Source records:

----

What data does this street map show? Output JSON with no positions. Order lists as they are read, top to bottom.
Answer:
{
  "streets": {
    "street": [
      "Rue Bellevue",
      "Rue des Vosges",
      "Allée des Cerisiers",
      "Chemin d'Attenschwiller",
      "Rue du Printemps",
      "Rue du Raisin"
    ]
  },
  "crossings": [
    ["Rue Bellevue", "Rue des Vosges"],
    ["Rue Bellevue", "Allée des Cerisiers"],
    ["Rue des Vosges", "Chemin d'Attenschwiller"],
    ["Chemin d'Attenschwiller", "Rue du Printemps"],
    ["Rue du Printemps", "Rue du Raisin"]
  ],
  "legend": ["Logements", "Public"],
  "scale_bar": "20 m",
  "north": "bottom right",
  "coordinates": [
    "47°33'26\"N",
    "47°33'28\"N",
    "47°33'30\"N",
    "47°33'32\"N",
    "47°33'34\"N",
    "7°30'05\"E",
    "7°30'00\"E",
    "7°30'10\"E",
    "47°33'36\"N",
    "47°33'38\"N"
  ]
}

----

■ TASK DESCRIPTION: Repeat each record above precisely as written.

■ FINISHED EXERCISE:
What data does this street map show? Output JSON with no positions. Order lists as they are read, top to bottom.
Answer:
{
  "streets": {
    "street": [
      "Rue Bellevue",
      "Rue des Vosges",
      "Allée des Cerisiers",
      "Chemin d'Attenschwiller",
      "Rue du Printemps",
      "Rue du Raisin"
    ]
  },
  "crossings": [
    ["Rue Bellevue", "Rue des Vosges"],
    ["Rue Bellevue", "Allée des Cerisiers"],
    ["Rue des Vosges", "Chemin d'Attenschwiller"],
    ["Chemin d'Attenschwiller", "Rue du Printemps"],
    ["Rue du Printemps", "Rue du Raisin"]
  ],
  "legend": ["Logements", "Public"],
  "scale_bar": "20 m",
  "north": "bottom right",
  "coordinates": [
    "47°33'26\"N",
    "47°33'28\"N",
    "47°33'30\"N",
    "47°33'32\"N",
    "47°33'34\"N",
    "7°30'05\"E",
    "7°30'00\"E",
    "7°30'10\"E",
    "47°33'36\"N",
    "47°33'38\"N"
  ]
}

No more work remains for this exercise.